Everything involving money has a pretty complicated nomenclature; and Forex is no different. Anyone who has tried Forex trading would know that there are lots of confusing terms out there, and that is one major deterrent for people to get trading. Here are some of the most oft used terms and their definitions.
Forex – Foreign Exchange
Ask – Used instead of ‘offer’ – the price which you are willing to offer for buying
Spread – The margin in which you are willing to buy. This is usually between two amounts – like 1.20 – 1.25
Cost of Carry – The amount charged to hold currency for a particular period of time
Futures – Similar to futures trade in shares, speculation price over futures contract
Leverage – The amount of exposure the trader is willing to give the customer
Limit – The amount at which the buy / sell is set to happen. Usually customers set buy prices at lower than market price, and selling price slightly higher
Pip – The slightest increase in currency amounts – like $ 1.1916 to $ 1.1917. While trading in large quantities, pips are what traders count
Stop – or stop loss.

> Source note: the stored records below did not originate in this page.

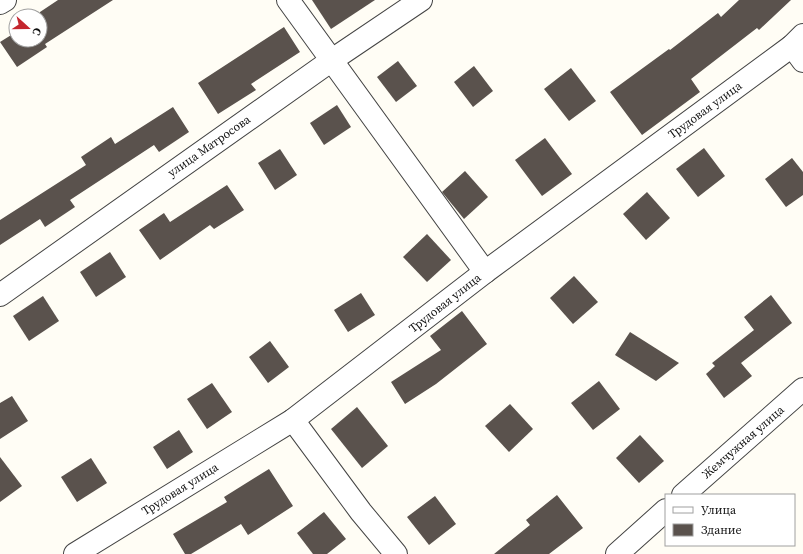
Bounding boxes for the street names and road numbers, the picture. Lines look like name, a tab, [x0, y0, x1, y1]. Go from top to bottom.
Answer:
street label: Трудовая улица	[665, 77, 746, 142]
street label: улица Матросова	[164, 111, 254, 181]
street label: Трудовая улица	[406, 269, 485, 336]
street label: Жемчужная улица	[699, 401, 788, 482]
street label: Трудовая улица	[139, 459, 222, 519]

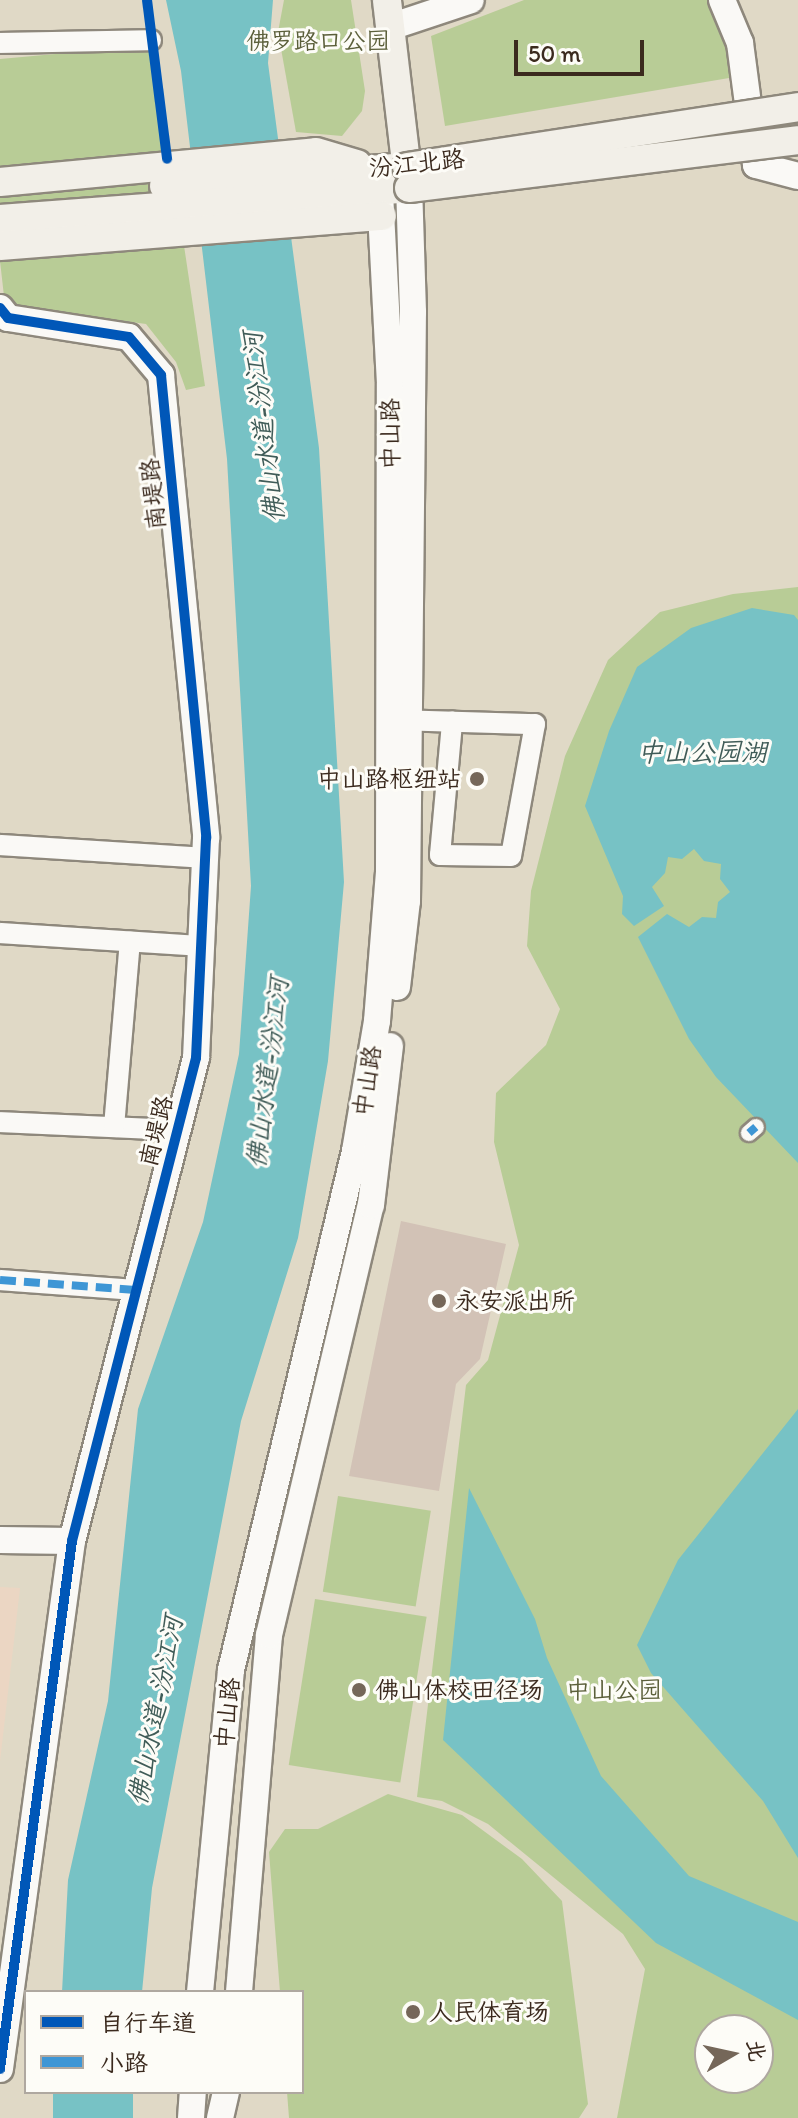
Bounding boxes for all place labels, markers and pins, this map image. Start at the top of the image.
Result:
place label: 中山路枢纽站 [317,765,461,793]
marker: 中山路枢纽站 [468,770,486,788]
place label: 永安派出所 [455,1287,575,1315]
marker: 永安派出所 [430,1292,448,1310]
place label: 佛山体校田径场 [375,1676,543,1704]
marker: 佛山体校田径场 [350,1681,368,1699]
place label: 人民体育场 [429,1998,549,2026]
marker: 人民体育场 [404,2003,422,2021]

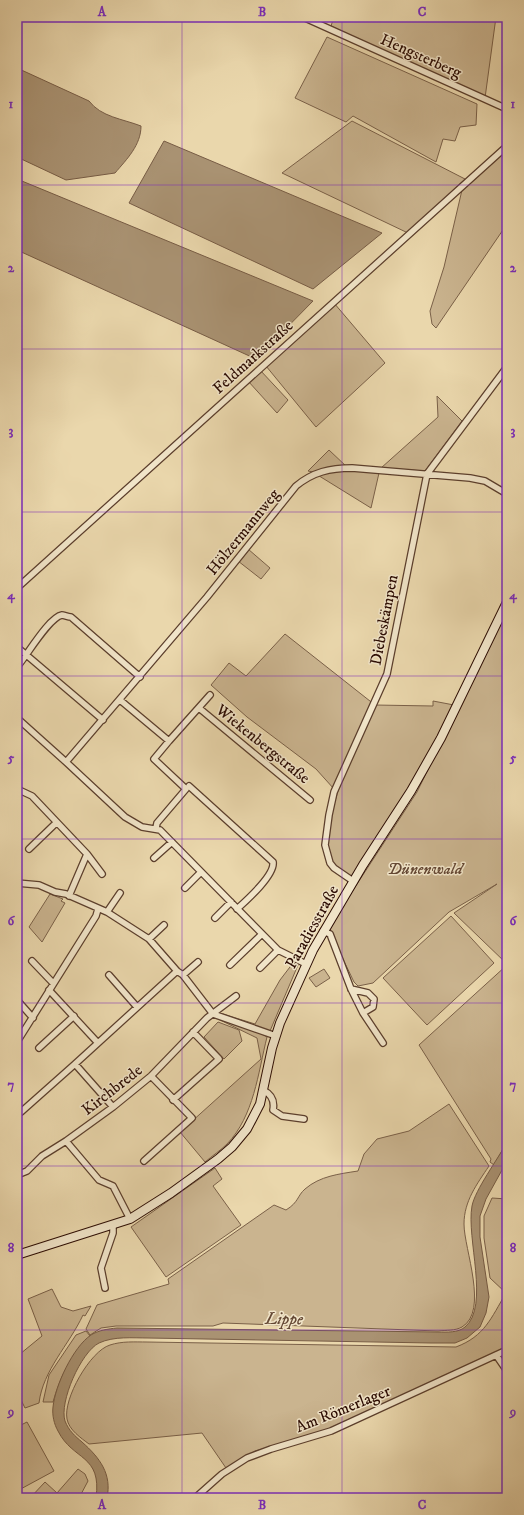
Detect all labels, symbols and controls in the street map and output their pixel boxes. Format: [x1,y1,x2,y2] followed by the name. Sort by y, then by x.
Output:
[97,4,107,20] text: A
[258,4,266,20] text: B
[418,4,427,20] text: C
[377,29,465,83] street label: Hengsterberg
[9,96,14,112] text: 1
[511,96,516,112] text: 1
[8,260,15,276] text: 2
[510,260,517,276] text: 2
[209,316,297,398] street label: Feldmarkstraße
[9,423,14,439] text: 3
[511,423,516,439] text: 3
[202,485,284,579] street label: Hölzermannweg
[365,572,403,667] street label: Diebeskämpen
[6,587,15,604] text: 4
[508,587,517,604] text: 4
[211,699,314,788] street label: Wiekenbergstraße
[7,750,15,766] text: 5
[509,750,517,766] text: 5
[387,859,465,879] park label: Dünenwald
[281,881,343,972] street label: Paradiesstraße
[8,913,16,929] text: 6
[510,913,518,929] text: 6
[78,1060,146,1120] street label: Kirchbrede
[8,1077,15,1093] text: 7
[510,1077,517,1093] text: 7
[8,1240,15,1256] text: 8
[510,1240,517,1256] text: 8
[264,1308,304,1330] water label: Lippe
[293,1381,393,1437] street label: Am Römerlager
[7,1404,14,1420] text: 9
[509,1404,516,1420] text: 9
[97,1497,107,1513] text: A
[258,1497,266,1513] text: B
[418,1497,427,1513] text: C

The price which a trader can set in advance at which the Forex is automatically sold – usually set to reduce loss in volatile markets
Market Order – A buy order to be executed at current market price
Trading Terminology – Like stocks have their own codes on the stock market, Forex also has trading terms that are common internationally. Like ‘Cable’ used for a trade between UK Pound and US Dollar
These are but a few of the terms related to Forex. You will pick up the rest of the vocabulary while trading; but remember to start small, learn the ropes, and then go ahead full steam.